The expected American life expectancy has fallen by 2017 for the third consecutive year, as deaths due to suicide and drug overdose continue to seek more American lives.
The average American could expect to live up to 78.6 years in 2017, with a fall of 78.7 in 2016, according to data published on Thursday by the National Centers for Health Statistics (NCHS) for control and disease prevention. This decline can be modest, but marks the third consecutive life expectancy at birth – which is a significant phenomenon, given that the previous high-birth rate dropped by NCHS at the beginning of the sixties of the last century.
Modern trend seems to be driven by constant increases in suicide and drug death, according to new data. Uptics in death for suicide and accidental injury (including drug overdose) as well as conditions including Alzheimer's disease, stroke, and lung inflammation have surpassed fatal heart and cancer failure, the two major causes of death in the country. All together, the US mortality rate has increased by 0.4% from 2016 to 2017, from 728.8 deaths per 100,000 to 731.9.

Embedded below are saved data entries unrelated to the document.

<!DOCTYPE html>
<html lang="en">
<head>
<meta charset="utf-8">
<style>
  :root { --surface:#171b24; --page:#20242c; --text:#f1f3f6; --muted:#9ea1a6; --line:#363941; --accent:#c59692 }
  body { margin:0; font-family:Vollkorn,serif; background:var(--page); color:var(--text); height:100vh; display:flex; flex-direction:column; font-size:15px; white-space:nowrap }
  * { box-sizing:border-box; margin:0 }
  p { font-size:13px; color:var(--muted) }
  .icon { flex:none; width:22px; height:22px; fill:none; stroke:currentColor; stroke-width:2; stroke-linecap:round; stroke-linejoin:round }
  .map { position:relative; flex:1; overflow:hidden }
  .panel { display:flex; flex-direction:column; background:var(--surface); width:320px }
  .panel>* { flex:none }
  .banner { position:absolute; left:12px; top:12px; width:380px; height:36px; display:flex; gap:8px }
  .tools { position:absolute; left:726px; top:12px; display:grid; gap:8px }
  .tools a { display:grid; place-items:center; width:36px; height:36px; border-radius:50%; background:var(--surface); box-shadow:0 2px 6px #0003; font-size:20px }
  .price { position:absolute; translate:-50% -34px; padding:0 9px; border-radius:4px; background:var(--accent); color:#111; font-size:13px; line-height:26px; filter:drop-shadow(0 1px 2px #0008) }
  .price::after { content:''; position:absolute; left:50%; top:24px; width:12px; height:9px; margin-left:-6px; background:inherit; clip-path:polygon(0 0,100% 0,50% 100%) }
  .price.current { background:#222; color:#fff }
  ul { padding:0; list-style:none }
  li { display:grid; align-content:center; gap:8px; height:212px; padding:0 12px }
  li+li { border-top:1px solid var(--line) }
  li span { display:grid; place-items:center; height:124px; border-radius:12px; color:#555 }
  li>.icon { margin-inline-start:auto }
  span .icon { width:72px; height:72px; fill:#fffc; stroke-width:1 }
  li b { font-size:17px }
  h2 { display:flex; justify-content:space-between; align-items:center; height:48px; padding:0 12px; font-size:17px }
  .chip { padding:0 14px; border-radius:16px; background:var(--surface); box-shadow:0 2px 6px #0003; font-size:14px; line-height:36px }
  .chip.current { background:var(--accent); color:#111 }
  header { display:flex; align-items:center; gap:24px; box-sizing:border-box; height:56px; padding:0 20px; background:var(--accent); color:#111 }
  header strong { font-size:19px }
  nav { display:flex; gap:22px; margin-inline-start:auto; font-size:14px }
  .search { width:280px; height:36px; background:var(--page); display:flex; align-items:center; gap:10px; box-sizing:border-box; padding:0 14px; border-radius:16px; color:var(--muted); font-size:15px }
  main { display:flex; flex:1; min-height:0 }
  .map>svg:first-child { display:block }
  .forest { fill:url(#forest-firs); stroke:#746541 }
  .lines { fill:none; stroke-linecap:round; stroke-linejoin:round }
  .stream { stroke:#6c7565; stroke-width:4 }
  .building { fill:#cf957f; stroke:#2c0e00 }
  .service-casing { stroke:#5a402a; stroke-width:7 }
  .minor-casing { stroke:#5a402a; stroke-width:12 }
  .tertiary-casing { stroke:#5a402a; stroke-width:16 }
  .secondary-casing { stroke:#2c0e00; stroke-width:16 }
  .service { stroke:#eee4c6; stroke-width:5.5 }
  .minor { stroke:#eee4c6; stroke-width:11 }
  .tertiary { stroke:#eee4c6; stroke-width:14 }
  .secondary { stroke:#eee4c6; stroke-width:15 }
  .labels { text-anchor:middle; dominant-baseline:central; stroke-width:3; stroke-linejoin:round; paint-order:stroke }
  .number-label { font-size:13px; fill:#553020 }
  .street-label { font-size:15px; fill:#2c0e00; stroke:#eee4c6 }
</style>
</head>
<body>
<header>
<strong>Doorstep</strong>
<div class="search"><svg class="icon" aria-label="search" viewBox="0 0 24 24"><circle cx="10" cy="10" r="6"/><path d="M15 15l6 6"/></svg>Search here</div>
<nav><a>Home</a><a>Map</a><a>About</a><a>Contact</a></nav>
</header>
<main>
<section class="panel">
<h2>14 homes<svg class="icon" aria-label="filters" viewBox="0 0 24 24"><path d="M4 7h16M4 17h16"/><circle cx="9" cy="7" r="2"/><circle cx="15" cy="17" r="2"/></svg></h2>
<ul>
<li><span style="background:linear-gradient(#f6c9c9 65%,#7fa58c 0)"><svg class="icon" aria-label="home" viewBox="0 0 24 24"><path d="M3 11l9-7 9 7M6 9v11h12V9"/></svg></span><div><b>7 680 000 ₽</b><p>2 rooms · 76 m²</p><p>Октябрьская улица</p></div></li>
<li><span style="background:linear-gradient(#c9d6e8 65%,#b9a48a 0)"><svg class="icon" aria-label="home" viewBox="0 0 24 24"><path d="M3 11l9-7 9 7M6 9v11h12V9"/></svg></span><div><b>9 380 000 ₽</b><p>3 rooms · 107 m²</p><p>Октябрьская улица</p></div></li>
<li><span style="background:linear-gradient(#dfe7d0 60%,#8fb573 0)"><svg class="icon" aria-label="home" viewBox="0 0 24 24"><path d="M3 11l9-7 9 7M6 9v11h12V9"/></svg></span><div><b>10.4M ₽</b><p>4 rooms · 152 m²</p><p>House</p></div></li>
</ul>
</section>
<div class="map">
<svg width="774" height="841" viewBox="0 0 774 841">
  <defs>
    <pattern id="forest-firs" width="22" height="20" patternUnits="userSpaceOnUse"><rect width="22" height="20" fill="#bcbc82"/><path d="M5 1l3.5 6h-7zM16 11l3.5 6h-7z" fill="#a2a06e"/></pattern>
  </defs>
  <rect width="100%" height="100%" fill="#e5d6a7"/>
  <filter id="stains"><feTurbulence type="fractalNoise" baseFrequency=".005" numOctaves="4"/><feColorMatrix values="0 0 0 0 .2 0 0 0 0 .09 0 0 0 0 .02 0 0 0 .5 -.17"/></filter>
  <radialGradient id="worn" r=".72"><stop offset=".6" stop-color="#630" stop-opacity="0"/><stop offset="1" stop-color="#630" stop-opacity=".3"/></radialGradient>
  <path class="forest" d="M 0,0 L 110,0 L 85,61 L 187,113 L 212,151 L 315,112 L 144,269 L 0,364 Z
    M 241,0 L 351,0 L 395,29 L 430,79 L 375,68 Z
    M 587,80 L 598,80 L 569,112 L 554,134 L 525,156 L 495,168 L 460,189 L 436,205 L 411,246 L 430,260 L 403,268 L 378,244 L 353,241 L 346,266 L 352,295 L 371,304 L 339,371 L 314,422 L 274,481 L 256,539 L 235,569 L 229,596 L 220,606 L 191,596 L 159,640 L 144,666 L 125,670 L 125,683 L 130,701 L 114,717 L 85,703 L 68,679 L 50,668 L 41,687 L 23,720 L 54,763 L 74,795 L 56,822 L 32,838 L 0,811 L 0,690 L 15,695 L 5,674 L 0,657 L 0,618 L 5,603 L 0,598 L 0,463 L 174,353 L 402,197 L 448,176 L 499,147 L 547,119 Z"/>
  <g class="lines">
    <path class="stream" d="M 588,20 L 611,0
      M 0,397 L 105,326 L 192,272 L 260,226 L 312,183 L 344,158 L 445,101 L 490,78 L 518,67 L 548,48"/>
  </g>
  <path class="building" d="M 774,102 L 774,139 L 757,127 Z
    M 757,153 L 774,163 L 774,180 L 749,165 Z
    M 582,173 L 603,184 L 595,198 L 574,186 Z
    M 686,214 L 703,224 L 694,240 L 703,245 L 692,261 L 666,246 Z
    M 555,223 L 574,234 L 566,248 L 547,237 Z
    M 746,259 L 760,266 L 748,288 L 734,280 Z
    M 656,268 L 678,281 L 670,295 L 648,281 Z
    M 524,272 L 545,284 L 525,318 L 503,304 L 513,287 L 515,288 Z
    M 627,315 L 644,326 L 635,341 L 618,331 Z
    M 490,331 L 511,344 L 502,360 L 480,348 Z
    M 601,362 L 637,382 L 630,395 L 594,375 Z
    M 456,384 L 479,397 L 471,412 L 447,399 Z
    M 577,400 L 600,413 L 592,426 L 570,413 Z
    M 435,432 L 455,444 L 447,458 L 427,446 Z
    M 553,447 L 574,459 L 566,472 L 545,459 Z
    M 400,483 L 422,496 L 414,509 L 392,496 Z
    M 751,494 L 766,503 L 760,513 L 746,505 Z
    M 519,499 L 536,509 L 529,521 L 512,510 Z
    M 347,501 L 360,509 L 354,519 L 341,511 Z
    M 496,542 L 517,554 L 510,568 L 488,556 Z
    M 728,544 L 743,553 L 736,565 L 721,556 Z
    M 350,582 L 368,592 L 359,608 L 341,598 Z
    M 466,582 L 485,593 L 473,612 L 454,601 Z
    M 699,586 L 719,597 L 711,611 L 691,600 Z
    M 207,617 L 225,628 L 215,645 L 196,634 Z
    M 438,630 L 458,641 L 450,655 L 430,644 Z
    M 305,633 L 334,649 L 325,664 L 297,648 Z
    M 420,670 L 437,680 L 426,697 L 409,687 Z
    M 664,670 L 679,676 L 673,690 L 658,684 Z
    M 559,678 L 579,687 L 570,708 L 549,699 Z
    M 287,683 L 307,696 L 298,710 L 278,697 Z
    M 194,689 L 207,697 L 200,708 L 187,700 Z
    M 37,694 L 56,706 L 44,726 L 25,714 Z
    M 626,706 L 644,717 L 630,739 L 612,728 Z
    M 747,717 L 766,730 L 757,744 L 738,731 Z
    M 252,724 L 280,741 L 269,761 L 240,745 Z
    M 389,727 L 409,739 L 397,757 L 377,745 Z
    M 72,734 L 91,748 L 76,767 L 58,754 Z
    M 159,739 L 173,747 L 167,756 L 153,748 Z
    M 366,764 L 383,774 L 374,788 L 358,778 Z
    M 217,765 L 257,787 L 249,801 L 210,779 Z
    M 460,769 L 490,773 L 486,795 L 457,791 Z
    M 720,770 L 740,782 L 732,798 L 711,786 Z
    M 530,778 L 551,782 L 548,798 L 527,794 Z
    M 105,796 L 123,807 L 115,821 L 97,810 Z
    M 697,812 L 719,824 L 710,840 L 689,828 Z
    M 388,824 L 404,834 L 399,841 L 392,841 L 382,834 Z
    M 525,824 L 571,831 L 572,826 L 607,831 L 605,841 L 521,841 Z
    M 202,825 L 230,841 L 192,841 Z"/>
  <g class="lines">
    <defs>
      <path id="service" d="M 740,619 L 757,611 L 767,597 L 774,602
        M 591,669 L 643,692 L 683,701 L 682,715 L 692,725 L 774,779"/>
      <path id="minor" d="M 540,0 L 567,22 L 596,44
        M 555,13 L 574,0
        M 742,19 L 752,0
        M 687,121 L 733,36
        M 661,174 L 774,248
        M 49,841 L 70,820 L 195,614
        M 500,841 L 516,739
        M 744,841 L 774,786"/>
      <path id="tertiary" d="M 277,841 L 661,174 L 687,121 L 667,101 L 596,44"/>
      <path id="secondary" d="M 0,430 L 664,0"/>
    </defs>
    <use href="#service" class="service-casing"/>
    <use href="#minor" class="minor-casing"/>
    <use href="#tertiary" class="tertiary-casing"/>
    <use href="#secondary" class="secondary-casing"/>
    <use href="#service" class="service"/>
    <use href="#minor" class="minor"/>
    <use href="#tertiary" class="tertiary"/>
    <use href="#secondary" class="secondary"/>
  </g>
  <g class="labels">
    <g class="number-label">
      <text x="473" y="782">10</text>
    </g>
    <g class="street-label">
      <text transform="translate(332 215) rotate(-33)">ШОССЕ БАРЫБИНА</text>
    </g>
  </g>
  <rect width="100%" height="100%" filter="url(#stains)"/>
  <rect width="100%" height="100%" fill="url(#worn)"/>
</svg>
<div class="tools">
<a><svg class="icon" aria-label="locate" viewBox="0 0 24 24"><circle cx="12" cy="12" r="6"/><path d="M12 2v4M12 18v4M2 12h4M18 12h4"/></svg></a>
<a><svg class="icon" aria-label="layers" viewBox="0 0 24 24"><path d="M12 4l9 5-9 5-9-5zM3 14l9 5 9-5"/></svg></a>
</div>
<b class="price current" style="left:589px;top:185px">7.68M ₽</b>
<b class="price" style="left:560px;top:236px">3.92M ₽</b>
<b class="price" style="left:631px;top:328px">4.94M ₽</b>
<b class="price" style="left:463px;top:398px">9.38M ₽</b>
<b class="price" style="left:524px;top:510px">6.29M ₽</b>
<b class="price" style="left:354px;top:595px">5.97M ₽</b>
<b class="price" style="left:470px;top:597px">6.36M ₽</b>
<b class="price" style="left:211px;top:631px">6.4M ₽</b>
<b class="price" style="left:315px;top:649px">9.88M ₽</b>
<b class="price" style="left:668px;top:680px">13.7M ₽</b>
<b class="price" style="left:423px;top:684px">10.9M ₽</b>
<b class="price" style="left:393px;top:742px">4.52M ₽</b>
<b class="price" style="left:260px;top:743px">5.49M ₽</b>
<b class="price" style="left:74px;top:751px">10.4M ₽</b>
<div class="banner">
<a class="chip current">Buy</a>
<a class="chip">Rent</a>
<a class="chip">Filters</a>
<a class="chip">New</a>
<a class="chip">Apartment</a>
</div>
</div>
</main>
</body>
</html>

Overdoses of drugs have occupied 70,237 lives in 2017, the largest one being recorded in one year. Although this figure corresponds to a 9.6% mortality rate, it is much less than 21% of the jump that was recorded between 2015 and 2016 – perhaps a sign that the national epidemic abusive substances begins to stabilize. Previous data released last month also said that deaths of excessive drug doses fell over the past year.
However, drugs – namely, opioids such as heroin – are still a major cause of deaths. And synthetic opioids, such as fentanyl, are growing the problem: the overdose death rate involving these drugs has increased by 45% over the period 2016 to 2017.
Meanwhile suicide deaths increased by 3.7% between 2016 and 2017, according to a new report. Although still relatively unusual, suicides have made 14 deaths per 100,000 people in the United States last year. In 1999, by contrast, that number was about 10.5 per 100,000 people.
Women are particularly prominent in the rise, though most people died suicide by a man. The female suicide rate rose by 53% between 1999 and 2017, compared with 26% of men. CDC data showed a particularly worrying increase among girls, for whom the suicide rate rose by about 70% between 2010 and 2016.
New data are serious, but continuous drop in heart disease and cancer death provide a silver base. Although the reduction in deaths from heart disease last year was relatively lower, the cancer mortality rate fell by 2.1% – a trend likely to reflect improved detection and detection, decline in smoking rate, expanded HPV-associated cancer vaccine and other health improvements of public health.